強盗事件で服役していたアンカーは、刑期を終えて出所し、15年ぶりに兄マンフレルと再会する。
事件当時に隠した大金のありかを知る唯一の人物だったマンフレルだが、記憶を失い、自らをジョン・レノンだと思い込んでいた。
失われた金の入ったバッグを探すため旅に出た兄弟は、その道中で過去と向き合いながら、自分たちの人生や家族との絆を見つめ直していく。
感想レビュー/考察

アナス・トマス・イェンセン監督が描く、暴力と救済の物語
アナス・トマス・イェンセン監督というと、前作は「ライダーズ・オブ・ジャスティス」です。
そちらでは極右組織のテロで家族を失った男たちが、少しシュールさもあるバイオレンス復讐劇を繰り広げつつ、暖かな人のドラマが刻み込まれるとてもいい映画でした。
今作も根底は似ているのかなと思います。
暴力やマッチョな解決策、つまり非常に良くない形でのマチズモ、有害な男性性の中で男たちがもがき、解放されていく様を描いているのです。
今作では主人公アンカーが、武装強盗というとてつもないゴリゴリのバイオレンス犯罪者です。OPに事件を起こし、奪った大金を隠しながら面倒ごとを家に持ち込みつつ、自分は投獄されてしまう。
そして15年もの服役期間を終えて、家に戻ったものの、もちろん本人は犯罪から足を洗ってはおらず、兄に託していた大金を自らの手に取り戻そうとするのです。
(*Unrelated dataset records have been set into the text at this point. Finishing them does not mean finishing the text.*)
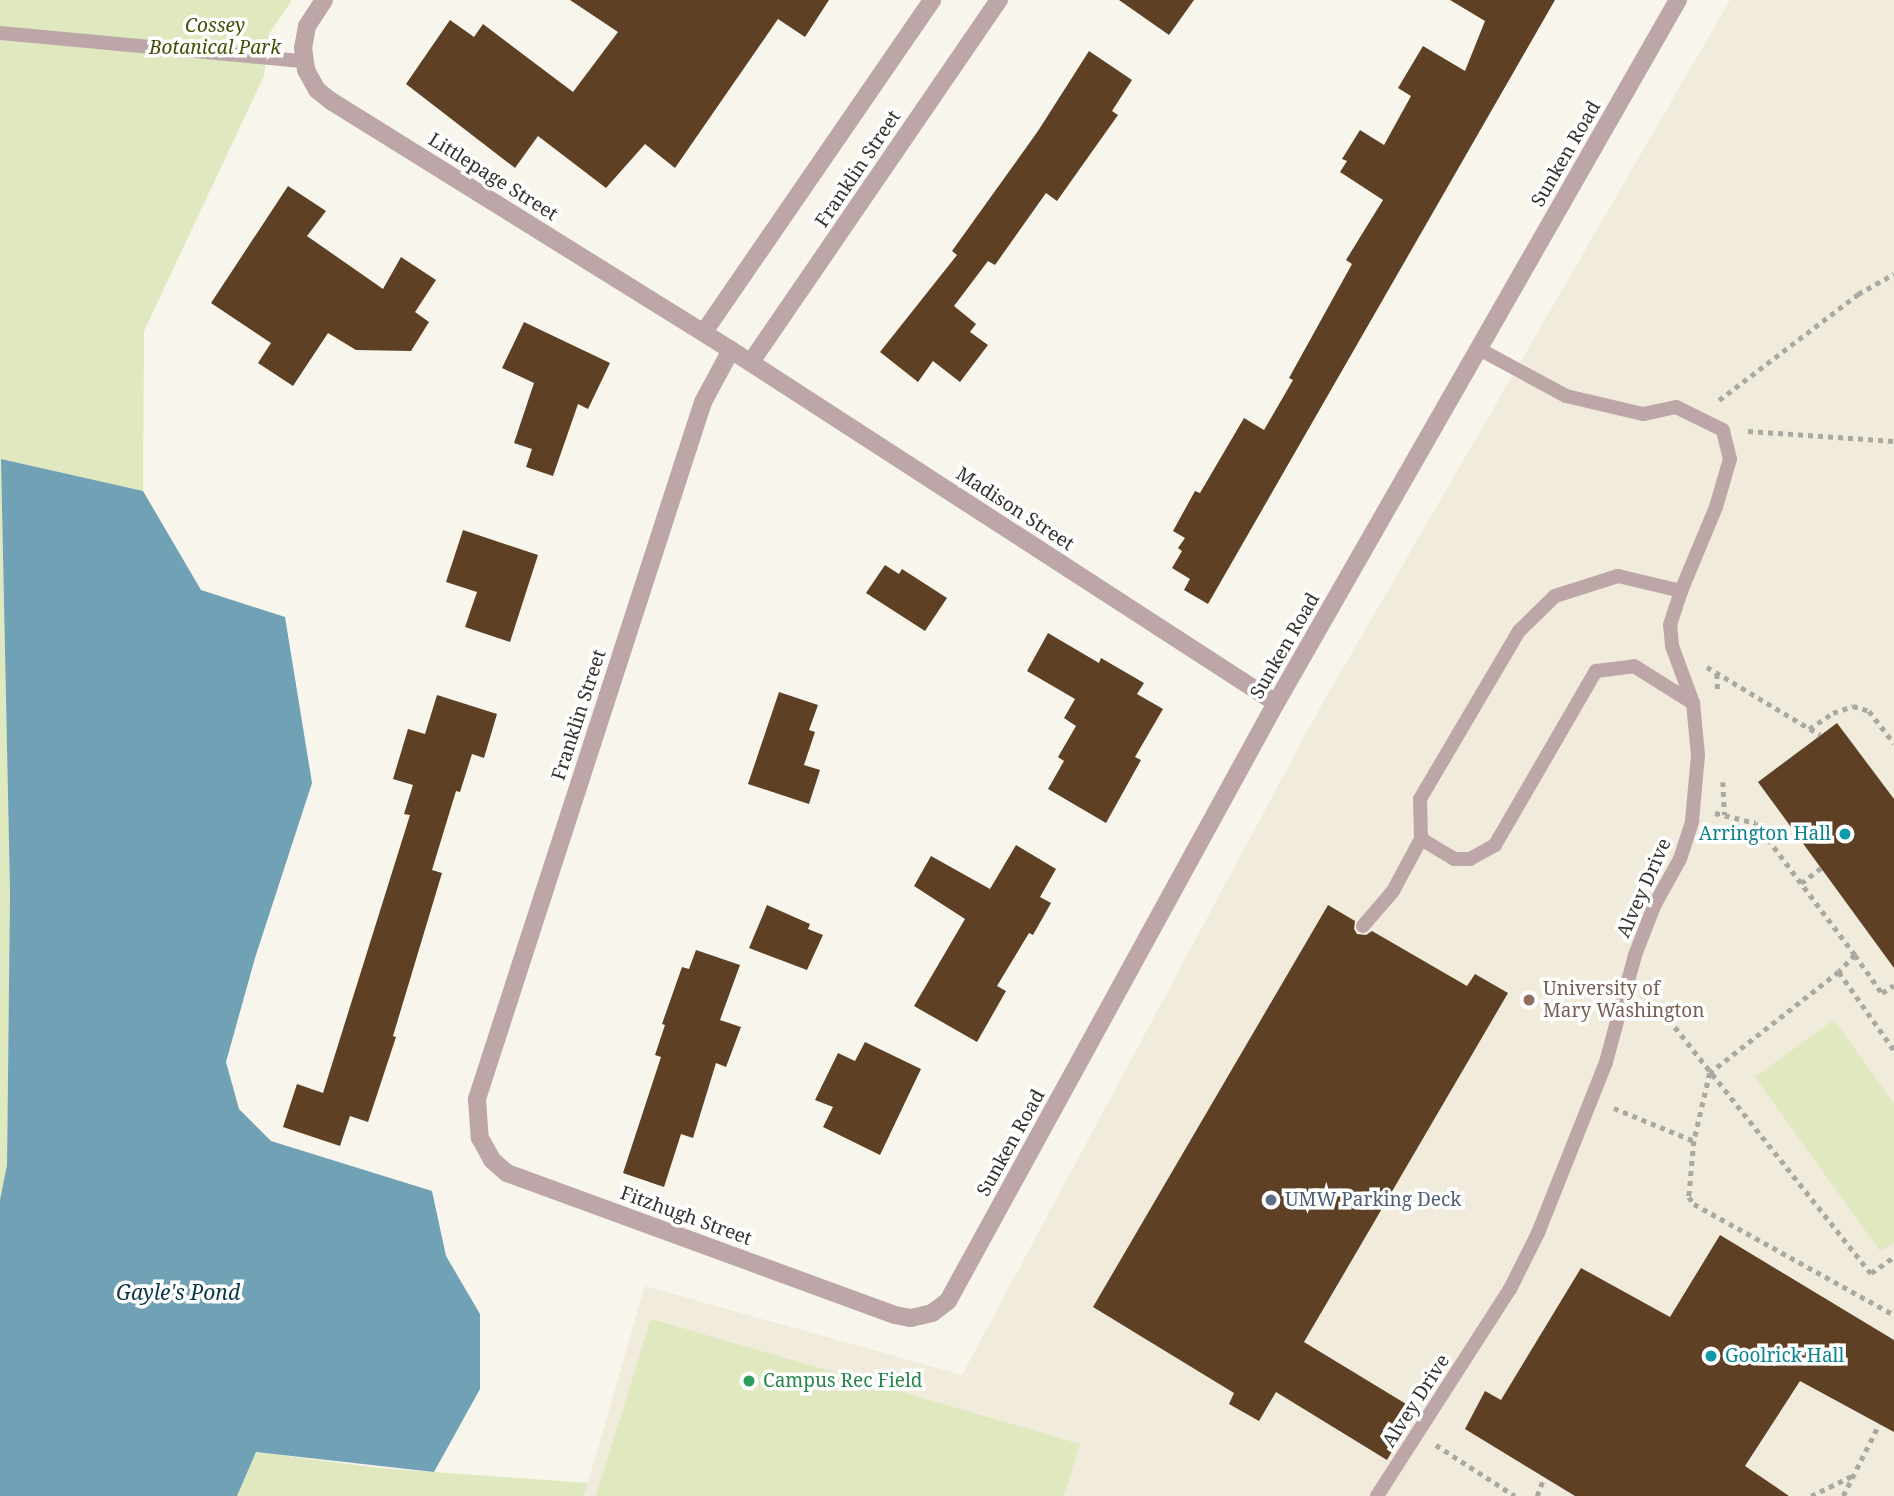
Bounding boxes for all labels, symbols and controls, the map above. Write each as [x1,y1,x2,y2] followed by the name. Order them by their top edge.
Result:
[149,15,281,59] park label: Cossey Botanical Park
[1526,97,1606,211] street label: Sunken Road
[811,106,905,232] street label: Franklin Street
[424,128,562,226] street label: Littlepage Street
[952,462,1078,556] street label: Madison Street
[1245,589,1325,703] street label: Sunken Road
[547,647,611,783] street label: Franklin Street
[1699,823,1831,845] place label: Arrington Hall
[1837,826,1853,842] marker: Arrington Hall
[1612,835,1676,941] street label: Alvey Drive
[1543,978,1704,1022] place label: University of Mary Washington
[1521,992,1537,1008] marker: University of Mary Washington
[972,1086,1050,1200] street label: Sunken Road
[617,1182,755,1250] street label: Fitzhugh Street
[1285,1189,1461,1211] place label: UMW Parking Deck
[1263,1192,1279,1208] marker: UMW Parking Deck
[116,1279,240,1305] water label: Gayle's Pond
[1725,1345,1844,1367] place label: Goolrick Hall
[1703,1348,1719,1364] marker: Goolrick Hall
[1378,1350,1454,1452] street label: Alvey Drive
[763,1370,922,1392] place label: Campus Rec Field
[741,1373,757,1389] marker: Campus Rec Field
そしてもちろん、その暴力の渦からアンカーは逃げられてはおらず、ローターという粛々と暴力をふるう男に狙われていく。
この根源にある暴力の連鎖は、テーマ的にはクリント・イーストウッド監督が描き続けてきたことにも似ています。
ただ監督の持ち味としては、シリアスになりすぎないシュールなユーモアと、対比的にもかなり残酷に映り込む容赦のないバイオレンスです。
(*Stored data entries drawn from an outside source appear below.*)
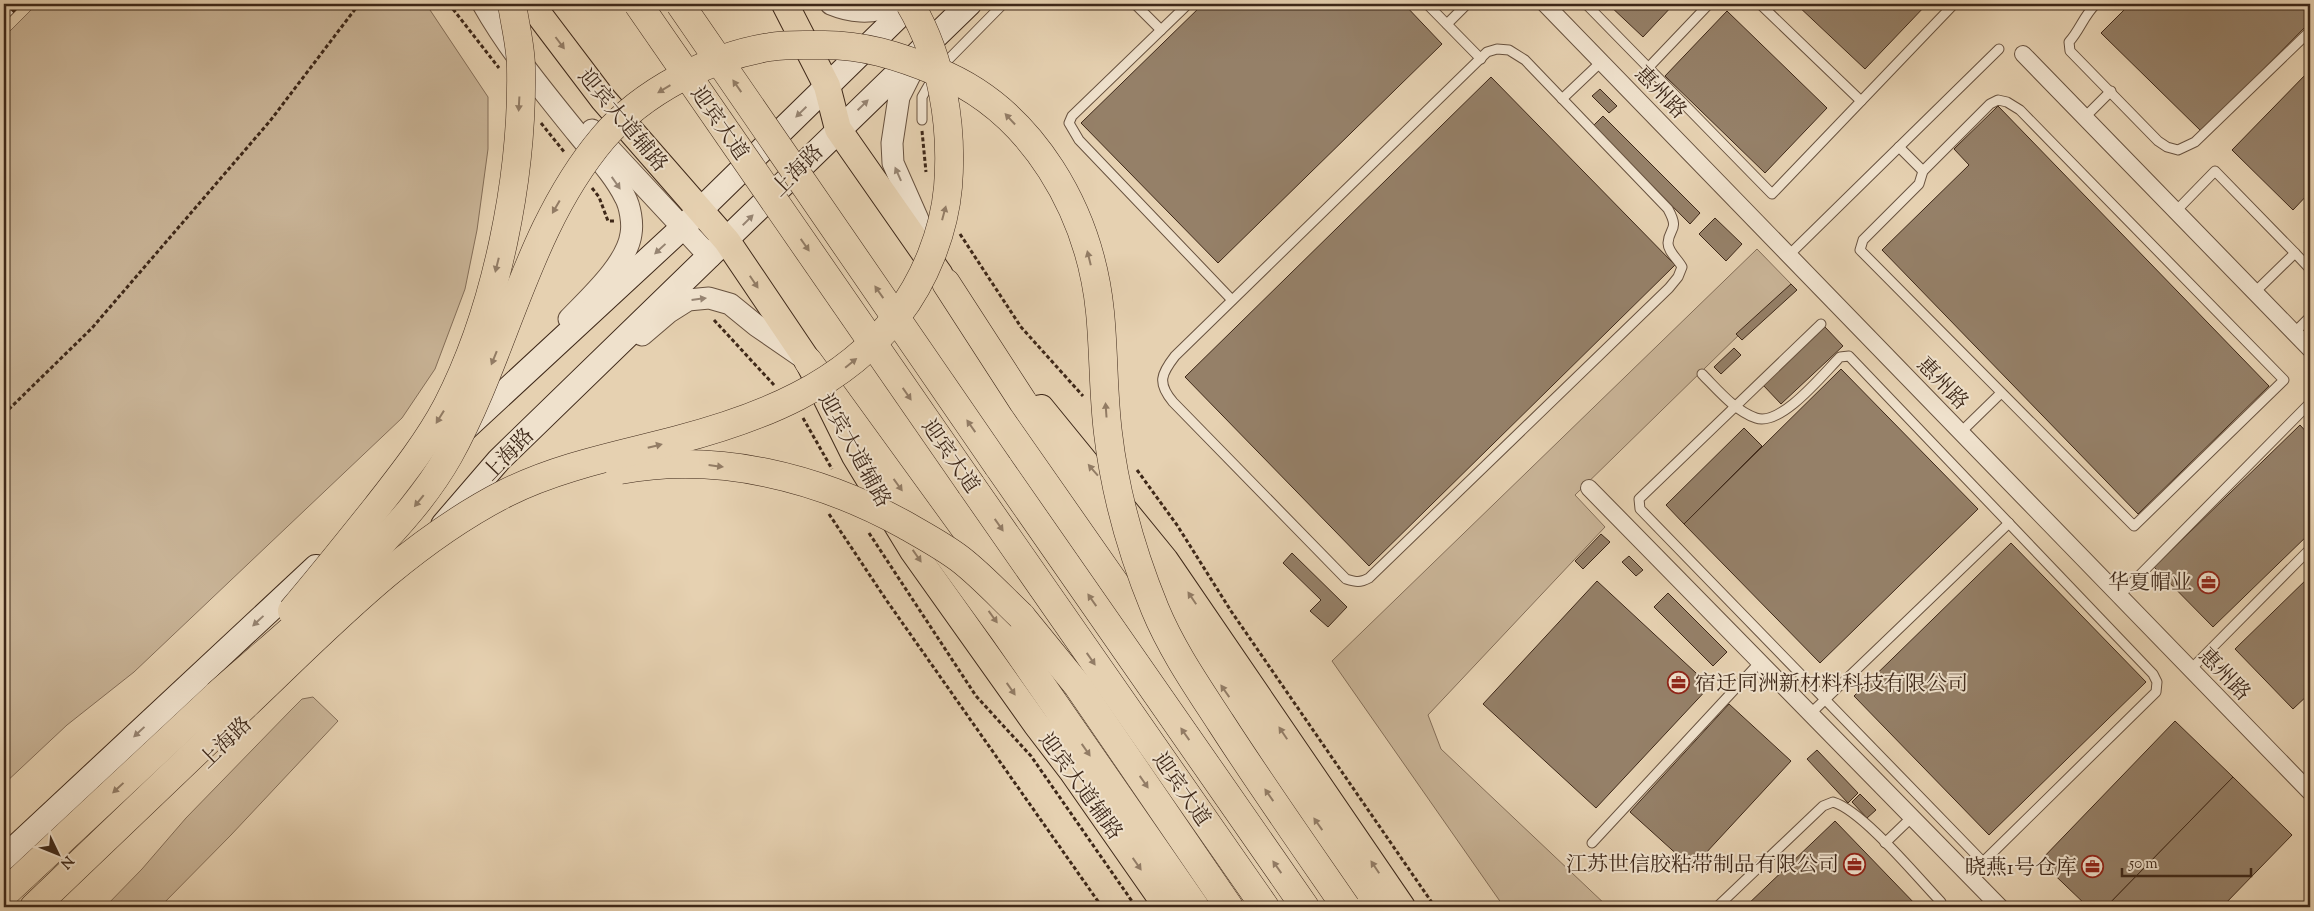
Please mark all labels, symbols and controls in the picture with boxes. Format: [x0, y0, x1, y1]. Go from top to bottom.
one-way arrow [555, 36, 566, 49]
street label: 惠州路 [1627, 60, 1692, 126]
street label: 迎宾大道辅路 [569, 63, 673, 179]
one-way arrow [732, 79, 742, 93]
street label: 迎宾大道 [682, 81, 755, 167]
one-way arrow [657, 85, 670, 94]
one-way arrow [515, 97, 523, 113]
one-way arrow [857, 99, 869, 111]
one-way arrow [796, 106, 808, 118]
one-way arrow [1004, 114, 1016, 126]
street label: 上海路 [766, 139, 831, 204]
one-way arrow [894, 167, 902, 181]
one-way arrow [611, 176, 621, 190]
one-way arrow [552, 200, 560, 215]
one-way arrow [940, 206, 948, 221]
one-way arrow [742, 214, 754, 226]
one-way arrow [800, 239, 810, 252]
one-way arrow [654, 243, 666, 255]
one-way arrow [1085, 251, 1093, 266]
one-way arrow [493, 258, 501, 273]
one-way arrow [749, 275, 759, 289]
one-way arrow [874, 285, 884, 299]
one-way arrow [691, 295, 707, 303]
one-way arrow [490, 350, 497, 365]
street label: 惠州路 [1909, 351, 1974, 417]
one-way arrow [844, 357, 857, 368]
one-way arrow [902, 387, 912, 400]
street label: 迎宾大道辅路 [810, 389, 897, 513]
one-way arrow [1102, 401, 1110, 417]
one-way arrow [436, 410, 445, 423]
street label: 迎宾大道 [913, 414, 986, 500]
one-way arrow [966, 419, 976, 433]
street label: 上海路 [477, 422, 542, 488]
one-way arrow [647, 442, 662, 450]
one-way arrow [709, 462, 725, 470]
one-way arrow [1087, 463, 1098, 476]
one-way arrow [893, 479, 903, 492]
one-way arrow [413, 494, 424, 507]
one-way arrow [994, 519, 1004, 532]
one-way arrow [912, 550, 922, 563]
place label: 华夏帽业 [2108, 569, 2192, 599]
office icon: 华夏帽业 [2196, 570, 2220, 594]
one-way arrow [1187, 592, 1197, 605]
one-way arrow [1087, 594, 1097, 607]
one-way arrow [988, 610, 999, 623]
one-way arrow [252, 615, 264, 627]
street label: 惠州路 [2191, 642, 2256, 708]
one-way arrow [1086, 652, 1096, 666]
place label: 宿迁同洲新材料科技有限公司 [1695, 670, 1968, 700]
office icon: 宿迁同洲新材料科技有限公司 [1667, 671, 1691, 695]
one-way arrow [1006, 682, 1016, 696]
one-way arrow [1220, 684, 1230, 698]
street label: 上海路 [193, 711, 259, 776]
one-way arrow [133, 726, 145, 738]
one-way arrow [1278, 726, 1288, 739]
street label: 迎宾大道辅路 [1030, 727, 1129, 847]
one-way arrow [1180, 727, 1190, 741]
one-way arrow [1081, 744, 1091, 757]
street label: 迎宾大道 [1144, 747, 1217, 833]
one-way arrow [1139, 775, 1149, 789]
one-way arrow [112, 782, 124, 794]
one-way arrow [1264, 788, 1274, 802]
one-way arrow [1313, 817, 1323, 831]
north arrow [32, 828, 82, 878]
scale bar [2122, 846, 2250, 878]
text: N [55, 851, 77, 872]
place label: 江苏世信胶粘带制品有限公司 [1566, 851, 1839, 881]
office icon: 江苏世信胶粘带制品有限公司 [1843, 852, 1867, 876]
place label: 晓燕1号仓库 [1965, 854, 2077, 884]
text: 50 m [2128, 854, 2158, 875]
office icon: 晓燕1号仓库 [2081, 855, 2105, 879]
one-way arrow [1132, 857, 1142, 870]
one-way arrow [1272, 860, 1282, 874]
one-way arrow [1370, 860, 1379, 874]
そのテイストの混合とシーソーに観客は感情を揺さぶられながら、笑いながらも恐れていく。
笑ってコメディとして見守っている仲に、確実に迫る惨たらしい暴力の影。
そのコントラストがあるから、より登場人物たちの行く末を案じて行けるのだと思いました。

暴力から抜け出せないアンカー──父から受け継いだ呪縛
主人公アンカーは過去の出自から危険な男になりました。
武装強盗を働き、罪を償うために服役はするものの、真に赦しを得ようとはしていない。
アンカーを演じるニコライ・リー・コスは映画全編を通してほとんど表情を変えません。無表情ではなく、いつも怒りを抱えているような表情です。
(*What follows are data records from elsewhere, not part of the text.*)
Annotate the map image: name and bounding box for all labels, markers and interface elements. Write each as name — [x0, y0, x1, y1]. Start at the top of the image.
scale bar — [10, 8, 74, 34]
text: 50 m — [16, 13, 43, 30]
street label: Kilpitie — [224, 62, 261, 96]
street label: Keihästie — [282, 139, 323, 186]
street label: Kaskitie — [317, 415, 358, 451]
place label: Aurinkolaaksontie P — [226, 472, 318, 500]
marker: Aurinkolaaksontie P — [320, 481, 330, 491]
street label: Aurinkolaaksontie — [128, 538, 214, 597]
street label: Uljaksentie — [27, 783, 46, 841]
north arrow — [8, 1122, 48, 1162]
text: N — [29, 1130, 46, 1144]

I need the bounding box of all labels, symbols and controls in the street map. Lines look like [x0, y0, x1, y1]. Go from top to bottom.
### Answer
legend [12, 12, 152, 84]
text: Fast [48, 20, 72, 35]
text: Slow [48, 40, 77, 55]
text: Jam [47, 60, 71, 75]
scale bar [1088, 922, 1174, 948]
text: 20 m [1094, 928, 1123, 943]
彼は兄のマンフレルと共に、過酷な父からの虐待を受けて生きてきた。
身を守るために武装し、敵意を向け、避け離れたかった父のように暴力の世界に生きることになったのです。
今作を通して、このアンカーの変化、リアクションが重要に思いました。暴力と怒りに支配された男が、自分の罪を認めていく、そんなドラマです。
ジョン・レノンを名乗る兄マンフレルが背負う心の傷
しかし、マンフレルはもともと精神的な疾患もあるのか、身を守るすべがない。
よりどころのない彼は、マンフレルを守るためのかわり身として、ジョン・レノンという存在を作り出したように思えます。
環境から人格を守るべく、もう一つの人格を作ったのかなと。
マンフレルは受けた敵意や害に対して、自傷行為で処理をする。
アクロバティックすぎて笑えるところがまた絶妙なバランスですが、ダイナミックな途中下車。窓からの外出。
マッツ・ミケルセンが非常に危うく目を離すと何が起きるか怖いマンフレルを好演。何かしでかすと言うよりも、自分を傷つけてしまうことへの恐れです。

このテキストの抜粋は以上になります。